The second was last Friday, to a Hollywood blockbuster of the “lets trash New York with CGI” variety, and the last was last night, to “The Prince of the Pagodas” at Covent Garden.  “Prince of the Pagodas” was interesting stuff.  I gather the plot has been tweaked a bit, the intention being to make it a scrap more comprehensible; not very successful, I’m sorry to say.  Britten’s score veers between very beautiful and very weird, and so does the choreography.  But the orchestra and the excellent cast were putting their all into things, and I cannot fault the performance.  I’m just not sure it was worth reviving in the first place.  Marianela Nuñez was a radiant Princess Belle-Rose, Nehemiah Kish a handsome, gentle, gentlemanly Prince and Tamara Rojo a splendidly contemptuous Princess Belle-Épine, flashing her magnificent eyes and slashing high kicks at everyone.  The four evil kings who team up with Belle-Épine were terrific, the daft but saintly Fool bounced like the requisite rubber ball, and all the numerous bit parts were well done too.

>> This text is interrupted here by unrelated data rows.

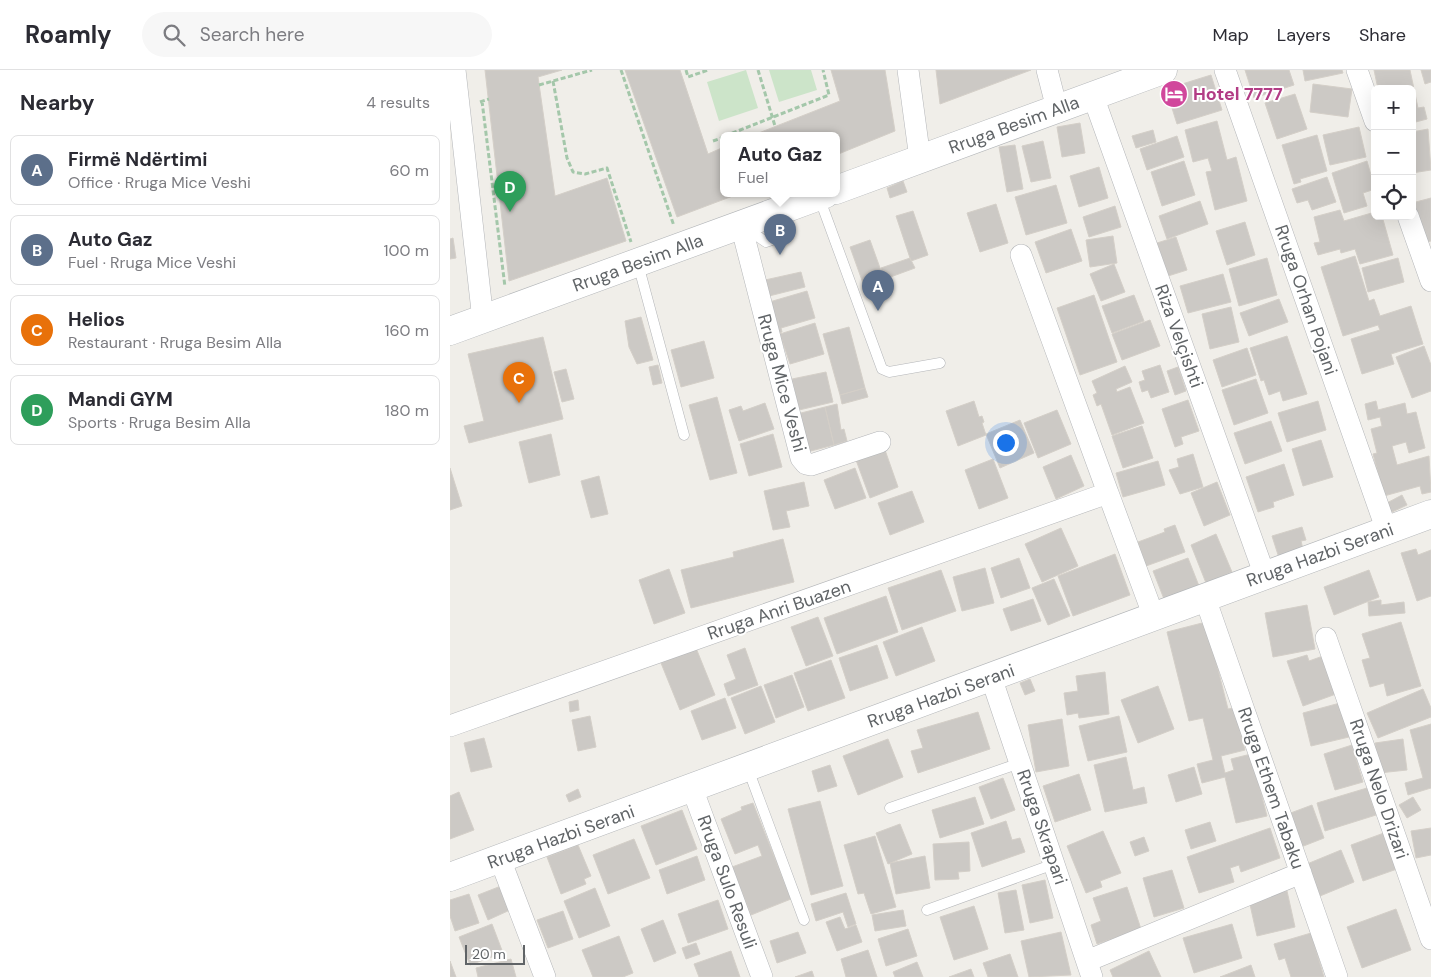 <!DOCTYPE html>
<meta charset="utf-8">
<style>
body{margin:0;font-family:"DM Sans",sans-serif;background:#f7f7f7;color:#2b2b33}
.controls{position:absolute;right:15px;top:15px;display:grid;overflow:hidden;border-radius:8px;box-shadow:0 5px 20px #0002}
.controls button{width:45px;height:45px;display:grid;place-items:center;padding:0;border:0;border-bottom:1px solid #e1e1e2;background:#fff;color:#2b2b33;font:25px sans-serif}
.scale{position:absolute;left:15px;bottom:12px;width:60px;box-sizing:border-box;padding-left:5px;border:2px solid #606467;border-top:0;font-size:14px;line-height:18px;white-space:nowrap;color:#606467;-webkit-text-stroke:4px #fff;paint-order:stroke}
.you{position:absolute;left:555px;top:372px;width:18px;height:18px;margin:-12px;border:4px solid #fff;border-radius:50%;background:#1a73e8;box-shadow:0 0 0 8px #1a73e833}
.badge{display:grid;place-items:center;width:32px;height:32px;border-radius:50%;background:#ea580c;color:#fff;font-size:16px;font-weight:700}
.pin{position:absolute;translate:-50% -41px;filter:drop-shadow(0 1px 2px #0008)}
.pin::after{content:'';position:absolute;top:26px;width:18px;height:15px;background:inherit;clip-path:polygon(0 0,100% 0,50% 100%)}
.popup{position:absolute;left:270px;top:62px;width:120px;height:65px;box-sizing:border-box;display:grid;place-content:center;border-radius:8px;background:#fff;filter:drop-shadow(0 1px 4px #0005);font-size:16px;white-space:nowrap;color:#7c7c81}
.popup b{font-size:19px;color:#2b2b33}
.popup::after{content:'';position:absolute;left:50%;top:100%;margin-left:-10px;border:10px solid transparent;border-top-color:#fff}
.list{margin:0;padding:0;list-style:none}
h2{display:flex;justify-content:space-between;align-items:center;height:65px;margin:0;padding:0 20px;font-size:21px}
h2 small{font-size:16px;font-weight:400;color:#7c7c81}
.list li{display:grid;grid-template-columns:32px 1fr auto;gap:15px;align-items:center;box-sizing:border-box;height:70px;margin:0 10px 10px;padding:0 10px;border:1px solid #e1e1e2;border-radius:8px}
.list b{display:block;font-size:19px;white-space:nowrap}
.list p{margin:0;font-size:16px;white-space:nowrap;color:#7c7c81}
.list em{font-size:16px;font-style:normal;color:#7c7c81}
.icon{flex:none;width:28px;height:28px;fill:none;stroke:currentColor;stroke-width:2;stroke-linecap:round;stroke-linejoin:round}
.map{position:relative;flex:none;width:981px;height:907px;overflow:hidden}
header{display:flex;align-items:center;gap:30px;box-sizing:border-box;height:70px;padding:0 25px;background:#fff;border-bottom:1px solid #e1e1e2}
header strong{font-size:24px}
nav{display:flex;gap:28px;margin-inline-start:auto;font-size:18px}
.search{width:350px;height:45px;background:#f7f7f7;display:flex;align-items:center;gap:12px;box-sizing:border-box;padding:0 18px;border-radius:28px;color:#7c7c81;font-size:19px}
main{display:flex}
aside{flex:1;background:#fff}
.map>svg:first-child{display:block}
</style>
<header>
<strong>Roamly</strong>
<div class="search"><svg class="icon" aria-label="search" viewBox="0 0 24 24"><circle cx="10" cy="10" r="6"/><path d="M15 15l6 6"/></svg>Search here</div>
<nav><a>Map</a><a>Layers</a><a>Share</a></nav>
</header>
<main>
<aside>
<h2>Nearby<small>4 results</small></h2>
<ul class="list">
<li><span class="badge" style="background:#5c6f8a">A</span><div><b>Firmë Ndërtimi</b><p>Office · Rruga Mice Veshi</p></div><em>60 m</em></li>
<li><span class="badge" style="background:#5c6f8a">B</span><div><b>Auto Gaz</b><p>Fuel · Rruga Mice Veshi</p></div><em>100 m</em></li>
<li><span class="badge" style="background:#e8710a">C</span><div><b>Helios</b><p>Restaurant · Rruga Besim Alla</p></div><em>160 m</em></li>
<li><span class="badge" style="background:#2e9e5b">D</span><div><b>Mandi GYM</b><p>Sports · Rruga Besim Alla</p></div><em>180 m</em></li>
</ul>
</aside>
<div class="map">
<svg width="981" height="907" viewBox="0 0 981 907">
<rect width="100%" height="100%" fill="#f0eee9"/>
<!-- green -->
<path fill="#cce4c9" d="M296,0L308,38L269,51L257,12Z
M319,0H361L367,20L329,32Z"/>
<!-- building -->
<path fill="#ccc9c5" stroke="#d4cfc8" d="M35,0H112L88,7L105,126L157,108L176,171L59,211Z
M175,0H230L258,84L274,77V124H288L227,147Z
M381,0H435L445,61L386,85V66H301L390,31Z
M486,0H581L490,34Z
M795,0H839L844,15L804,28Z
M853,0H892L893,3L855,11Z
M924,0H960L968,38L974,37L977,49L962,53V19H928Z
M971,0H981V12L975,14Z
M761,5L772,40L727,54L716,19Z
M863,14L902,19L898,47L860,42Z
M845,24L857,59L827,69L815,33Z
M767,51L777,90L786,87L797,131L765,140L756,102L762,101L758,88L743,92L735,60Z
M630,53L635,83L612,87L607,57Z
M909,57L916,87L880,95L873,65Z
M978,59L981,100L962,103V62Z
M703,60L706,72L686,78L682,66Z
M867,65L877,101L850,109L851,112L844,114L832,75Z
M727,66L734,87L697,100L690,79Z
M593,71L601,108L581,112L572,76Z
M565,75L573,119L557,122L549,77Z
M734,91L745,125L712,136L701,102Z
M917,91L925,119L913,123L917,136L894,143L882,103Z
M649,97L658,128L629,137L620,106Z
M877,107L886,132L862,140L858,130L847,133L842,119Z
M453,111L457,122L440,128L437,118Z
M606,115L617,153L576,165L565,127Z
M981,128V171L972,173L962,133Z
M750,131L758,154L717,169L709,146Z
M546,134L558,173L530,182L517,143Z
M665,136L671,157L639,167L633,147Z
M890,140L894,151L925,142V146H932L943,185L910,194L905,179L891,183L890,179L868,185L864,173L870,172L864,147Z
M463,141L478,185L461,191L446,146Z
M795,152L805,185L777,195L766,161Z
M621,159L632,191L596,203L585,172Z
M663,166L667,193L640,197L636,170Z
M726,167L737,200L718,206L707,173Z
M3,168L6,188L0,189V169Z
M420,170L434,209L414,216L400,177Z
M905,186L919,231L924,229L930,246L961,236L973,274L941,284L944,294L912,304L901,269L930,260L928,255L893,266L871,197Z
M460,188L465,198L435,209L431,198Z
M817,188L827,225L789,236L779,199Z
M948,188L954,212L918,222L912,198Z
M664,194L675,222L651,231L640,204Z
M351,202L355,217L319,226L315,210Z
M773,204L781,232L738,243L730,216Z
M357,221L365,248L331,258L332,262L323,265L316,233Z
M644,225L667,292L630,305L607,238Z
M684,225L694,251L662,263L652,236Z
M829,229L838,252L799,266L790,243Z
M781,237L789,272L760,279L752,244Z
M191,247L203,290L187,294L179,277L175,251Z
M700,250L710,276L672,290L662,264Z
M365,253L374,284L340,294L330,264Z
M399,257L415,318L390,325L373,264Z
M837,266L857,324L833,331L830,321L819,325L814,310L811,311L800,278Z
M93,267L113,349L19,373L14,356L34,351L18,284Z
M254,271L264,308L231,317L221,280Z
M974,276L981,295V321L962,328L946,287Z
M797,278L806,305L772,317L763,290Z
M208,295L212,313L203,315L199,297Z
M710,295L719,322L701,328L698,320L692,322L689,312L695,310L692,301Z
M675,296L682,312L666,319L667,322L680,317L694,353L662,365L651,334L647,336L643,325L647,323L642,311Z
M728,297L736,321L725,325L717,301Z
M116,299L124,329L112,332L104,302Z
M376,302L383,332L349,340L342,309Z
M806,309L818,343L784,355L772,320Z
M415,318L418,327L392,334L390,325Z
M267,327L287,403L260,410L239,335Z
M738,330L749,361L731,367L733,374L725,377L712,339Z
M524,331L529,347L532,346L534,352L532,353L536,365L508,376L496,341Z
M868,331L876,360L837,372L828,343Z
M926,331L928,340L955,333L957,344L966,342L975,378L959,383L956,372L942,376L947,395L979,386L981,422L972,424L970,416L934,426L923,384L927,383L921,359L932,356L930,347L918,350L915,334Z
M315,333L324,359L289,371L279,340L291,336L293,341Z
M387,334L391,360L394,359L397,371L384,375L375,337Z
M375,337L384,375L357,382L347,344Z
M607,340L621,374L588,388L574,353Z
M570,350L584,383L550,398L536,364Z
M821,351L832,381L795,394L784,363Z
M692,356L703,388L673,398L662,366Z
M101,364L110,405L79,413L69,372Z
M323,364L332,397L299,406L290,374Z
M871,370L883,407L853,416L842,379Z
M435,380L448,417L420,428L406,390Z
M743,384L753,417L730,424L719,400L729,397L727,389Z
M621,385L634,416L606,429L593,397Z
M543,389L558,428L529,439L515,400Z
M708,391L715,415L673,427L666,403Z
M834,394L844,425L823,432L824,437L808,442L796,407Z
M0,398L12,436L0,440Z
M405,398L416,428L385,439L374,410Z
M149,406L158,444L141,448L131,411Z
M354,412L359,436L336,441L340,457L323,460L314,421Z
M767,412L780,445L754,456L741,423Z
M462,421L474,452L440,465L428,433Z
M952,425L957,435L940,443L935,434Z
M725,455L735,482L696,496L688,472L715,462L714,459Z
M852,457L856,470L851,471L854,483L830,491L822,466Z
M611,458L628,496L592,512L575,474Z
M766,464L782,502L756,513L741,475Z
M333,469L344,512L241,538L231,500L284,487L283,482Z
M966,479L968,485L981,480V526L967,531L951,483Z
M665,484L680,525L623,546L608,506Z
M569,488L580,518L551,528L541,498Z
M738,488L749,516L714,529L703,501Z
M535,498L544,533L512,541L503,507Z
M219,499L235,543L204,554L189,510Z
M491,500L506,541L452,560L438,518Z
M919,500L929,527L884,545L874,517Z
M604,509L620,546L598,555L582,518Z
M436,526L448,562L387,584L374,548Z
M583,529L591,551L561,561L553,539Z
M931,530V535L954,532L955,543L919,546L918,532Z
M857,535L865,579L823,587L815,543Z
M368,547L383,586L356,596L341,557Z
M756,552L778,639L784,638L795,680L771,686L775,703L784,700L781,689L801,684L817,746L786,753L775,707L752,713L747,694L763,690L753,648L739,651L717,562Z
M951,552L971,616L937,626L934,613L920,617L912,590L920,588L912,564Z
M472,557L485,591L446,606L433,572Z
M427,575L438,608L400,621L389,588Z
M246,578L265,625L230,640L211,593Z
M295,578L308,615L278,626L274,614L286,609L277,585Z
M857,585L859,591L873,586L886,624L853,636L837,591Z
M381,590L395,628L358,641L344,603Z
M655,602L659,644L629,648L628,643L617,645L614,623L628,621L626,606Z
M342,605L354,637L326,648L314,615Z
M580,609L585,621L575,625L570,613Z
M311,616L325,652L295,664L281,628Z
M708,616L724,659L688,673L671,630Z
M973,619L981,638V647L928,668L917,643Z
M275,628L286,658L252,670L241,641Z
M128,630L129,640L120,642L119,632Z
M890,633L899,667L861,676L853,643Z
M528,642L540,679L468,703L461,681L473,678L467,660Z
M140,646L146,677L128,681L122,650Z
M669,646L677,682L638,691L629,656Z
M612,649L619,696L586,702L578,655Z
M981,654V718L958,725L955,713L973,708L960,660Z
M34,668L42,697L21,702L14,673Z
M438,669L453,707L408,725L393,686Z
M953,669L957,700L929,703L925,673Z
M902,675L913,712L885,720L874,684Z
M676,687L683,720L694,717L697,733L655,742L644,695Z
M380,695L387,716L368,722L362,701Z
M744,697L752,724L726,732L718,705Z
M629,704L641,740L605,752L593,716Z
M553,708L565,740L541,749L529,717Z
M917,718L926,745L875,761L867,733Z
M128,719L131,727L119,732L116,725Z
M9,722L24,760L0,769V726Z
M525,727L534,754L490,768L482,740Z
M963,727L971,740L957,748L949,735Z
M370,731L393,816L361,825L338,739Z
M303,733L341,829L301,845L282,797L312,786L308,775L285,784L271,749L292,740L291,737Z
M862,735L874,768L851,777L838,744Z
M232,740L247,779L206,795L191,756Z
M556,751L562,770L570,768L575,782L532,797L521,763Z
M760,752L766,771L741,779L735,760Z
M450,754L462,784L438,794L426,763Z
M820,758L830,788L791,802L789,795L780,798L784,812L749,823L737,787Z
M981,758V785L966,788L961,761Z
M653,761L671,803L650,811L652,817L636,823L617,776Z
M934,763L947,799L913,811L901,775Z
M425,766L446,837L421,844L414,823L408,824L394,775Z
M694,767L699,781L685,786L680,772Z
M184,769L200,808L158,824L143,785Z
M519,772L520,801L508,802L509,809L485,810L483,774Z
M128,775L141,806L134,809L136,814L111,824L97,787Z
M891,780L904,812L870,826L857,794Z
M247,786L255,810L217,824L209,800Z
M475,786L480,818L446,824L440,793Z
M722,800L734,838L704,847L693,808Z
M595,810L603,848L580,853L572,815Z
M51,816L60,840L38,850L28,825Z
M677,817L691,859L647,874L641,855L651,851L643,828Z
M145,818L160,856L129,868L114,831Z
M566,820L574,860L555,863L548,823Z
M837,821L845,857L807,866L799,830Z
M396,823L406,854L398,857L393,842L366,851L361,834Z
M19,824L29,853L5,861L0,846V830Z
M268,830L278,859L238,873L228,844Z
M524,836L538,879L504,890L490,847Z
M946,839L961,880L912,898L897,857Z
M453,840L456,856L425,861L422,845Z
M113,841L123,869L98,878L87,850Z
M390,847L395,859L406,855L412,872L387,881L376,852Z
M213,850L226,883L204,892L191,859Z
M42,854L53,883L20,895L9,867Z
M782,854L792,888L744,903L733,868Z
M458,859L467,886L436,896L428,869Z
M348,862L356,883L327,893L320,871Z
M611,862L621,905L579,907L571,871Z
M861,863L874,907H841L835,888L829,890L824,874Z
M169,866L183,903L173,907H143L132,880Z
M246,873L250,884L236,889L232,878Z
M418,880L427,907H396L391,889Z
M281,881L290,907H249L244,894Z
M699,881L711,907H663L660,900Z
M560,884L568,907H538L533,893Z
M61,889L66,907H28L26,898Z
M0,891L6,907H0Z
M467,892L473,907H445L443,902Z
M801,895L805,907H770Z
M521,899L524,907H499Z
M362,901L364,907H345Z"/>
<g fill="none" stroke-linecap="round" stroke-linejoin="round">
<!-- lane casing -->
<g stroke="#b4b6b9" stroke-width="11">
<path id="lane" d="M369,127L432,299L439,302L490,293
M294,157L316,172L337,165L338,140
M188,194L234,365
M298,699L354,850
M440,738L570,693
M477,840L604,794"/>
</g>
<!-- street casing -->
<g stroke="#b4b6b9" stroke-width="22">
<path id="street" d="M5,0L33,250
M458,0L470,89
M597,0L607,39
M775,0L937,461
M907,0L925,51
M643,26L815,506
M958,146L981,211
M291,155L351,388L356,394L361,395L430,372
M571,185L658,423
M755,528L887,907
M876,568L981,869
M541,607L642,907
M0,656L658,423L704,547
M242,718L312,907
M50,789L95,907
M637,891L851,803"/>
</g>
<!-- secondary casing -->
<g stroke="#b3b6b9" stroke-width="29">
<path id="secondary" d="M386,120L713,0
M0,261L375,124
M0,807L981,444"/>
</g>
<!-- path -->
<path stroke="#a4c7aa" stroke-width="3" stroke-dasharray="5 2.5" stroke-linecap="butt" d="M171,0L224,156
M236,0L238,7L258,0
M308,0L325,56
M103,11L117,88L123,102L135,104L157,98L181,172
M89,15L142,0
M32,31L55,217
M30,32L39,29
M275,66L379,25L373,0
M263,71L274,67"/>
<!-- lane -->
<use href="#lane" stroke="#fff" stroke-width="10"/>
<!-- street -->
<use href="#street" stroke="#fff" stroke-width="21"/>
<!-- secondary -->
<use href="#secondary" stroke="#fff" stroke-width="28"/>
</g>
<!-- icons -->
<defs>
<g id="hotel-disc" transform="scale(1.4375)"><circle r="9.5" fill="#d1479c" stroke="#fff"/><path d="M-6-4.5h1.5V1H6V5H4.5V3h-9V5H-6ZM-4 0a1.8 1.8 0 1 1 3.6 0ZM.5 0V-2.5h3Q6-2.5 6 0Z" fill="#fff"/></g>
</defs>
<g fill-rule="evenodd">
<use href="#hotel-disc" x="724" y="24"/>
</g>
<g text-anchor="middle" stroke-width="4" stroke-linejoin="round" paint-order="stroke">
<!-- hotel labels -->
<g font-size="18" font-weight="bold" fill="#b23c85" stroke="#fff" text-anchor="start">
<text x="743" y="30">Hotel 7777</text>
</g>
<!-- street labels -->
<g font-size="18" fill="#606467" stroke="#fff">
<text transform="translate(564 55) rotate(-20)" y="6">Rruga Besim Alla</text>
<text transform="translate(188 193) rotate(-20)" y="6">Rruga Besim Alla</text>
<text transform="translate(856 230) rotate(71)" y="6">Rruga Orhan Pojani</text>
<text transform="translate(729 266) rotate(70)" y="6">Riza Velçishti</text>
<text transform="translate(332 313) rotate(75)" y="6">Rruga Mice Veshi</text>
<text transform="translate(870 485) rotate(-20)" y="6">Rruga Hazbi Serani</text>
<text transform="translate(329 540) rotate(-19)" y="6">Rruga Anri Buazen</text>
<text transform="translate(491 626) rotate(-20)" y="6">Rruga Hazbi Serani</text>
<text transform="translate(821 718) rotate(71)" y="6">Rruga Ethem Tabaku</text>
<text transform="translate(929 719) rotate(71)" y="6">Rruga Nelo Drizari</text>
<text transform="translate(592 757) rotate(71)" y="6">Rruga Skrapari</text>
<text transform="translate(111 767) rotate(-20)" y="6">Rruga Hazbi Serani</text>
<text transform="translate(277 812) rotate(70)" y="6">Rruga Sulo Resuli</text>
</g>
</g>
</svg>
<div class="controls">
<button>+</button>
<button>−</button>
<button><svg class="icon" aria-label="locate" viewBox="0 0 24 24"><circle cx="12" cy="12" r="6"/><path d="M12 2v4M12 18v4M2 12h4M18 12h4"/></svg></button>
</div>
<div class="scale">20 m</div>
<div class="you"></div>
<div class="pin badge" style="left:428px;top:241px;background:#5c6f8a">A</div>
<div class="pin badge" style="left:330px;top:185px;background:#5c6f8a">B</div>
<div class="popup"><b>Auto Gaz</b>Fuel</div>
<div class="pin badge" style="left:69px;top:333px;background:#e8710a">C</div>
<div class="pin badge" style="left:60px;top:142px;background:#2e9e5b">D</div>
</div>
</main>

But I’m afraid the blockbuster movie was a lot more fun. 

There are times when you want perfectly-cooked fresh food and top class wine, followed by superbly-played Mozart, and there are times when you want popcorn and a large chocolate milkshake, and lots of hunky men slinging each other about the place, and explosions.  “The Avengers Assemble” has the hunks and the explosions, a plot that is surprisingly easy to follow given its complexity, a script that is well-constructed, intelligent and genuinely witty, and a very good cast.  It was a perfect Friday-night movie, and I shall probably buy the dvd when it comes out, to add to my collection of things like “Aeon Flux”, “V for Vendetta” and the “Star Trek” reboot, for those “popcorn-needed” evenings.  Come to think of it, of course, although those are all popcorn movies they are, like “Avengers Assemble”, blessed with better than average scripts and good actors (okay, and eye candy). 

I’ll grant you that some of the Avengers are, to be polite, more limited as actors than others.  Captain America and Thor are big manly lunks of muscle, and they do “decent” and “honourable” and “heroic” to a tee, but I’m not sure either of them would do “Hamlet”.  Tom Hiddleston, enjoying himself playing the villain, would be a dream Hamlet, on the other hand (& is my dream Gabriel Yeats).  Robert Downey Jnr., Scarlett Johansson, Mark Ruffalo and Samuel L Jackson are all eminently watchable, in pretty much everything they appear in, whether they are paying their mortgages doing junk or acting their socks off in something intelligent.  They can all carry a movie on their own, and any of them would be worth seeing this for.   Yes, that’s right, I’m not being silly; this really is a superhero movie worth seeing for the acting

That brings me to Hawkeye, Jeremy Renner, who was new to me, and steals every scene he is in.  Even when he isn’t doing anything, one’s eyes stray to him; he’s so hot he burns.  I haven’t been able to muster myself to see “The Hurt Locker” (I have a vivid imagination, and don’t want to see the subject matter made any more real than my imagination already can); so I had no idea what this chap was capable of, or even what he looked like.  Indeed, I admit that I was vaguely expecting a handsome, high-cheekboned scenery-chewer, trying wildly to capitalise on having been flavour-of-the-month a couple of years ago.  Mr Renner however is the exact opposite; a middle-sized guy with nice eyes, who looks as if he might be part hobbit, and does bottled-in intensity so well he could almost be British.  He’s terrific

So, not for the first time, I have the great Joss Whedon (who wrote and directed this) to thank for a good evening’s entertainment.  Thank you, Mr Whedon; more, please!

I came home from this so fired up that the Muse popped in and has been hanging out with me ever since.  A new story!  I’m about 25 pages in, and it’s feeling good.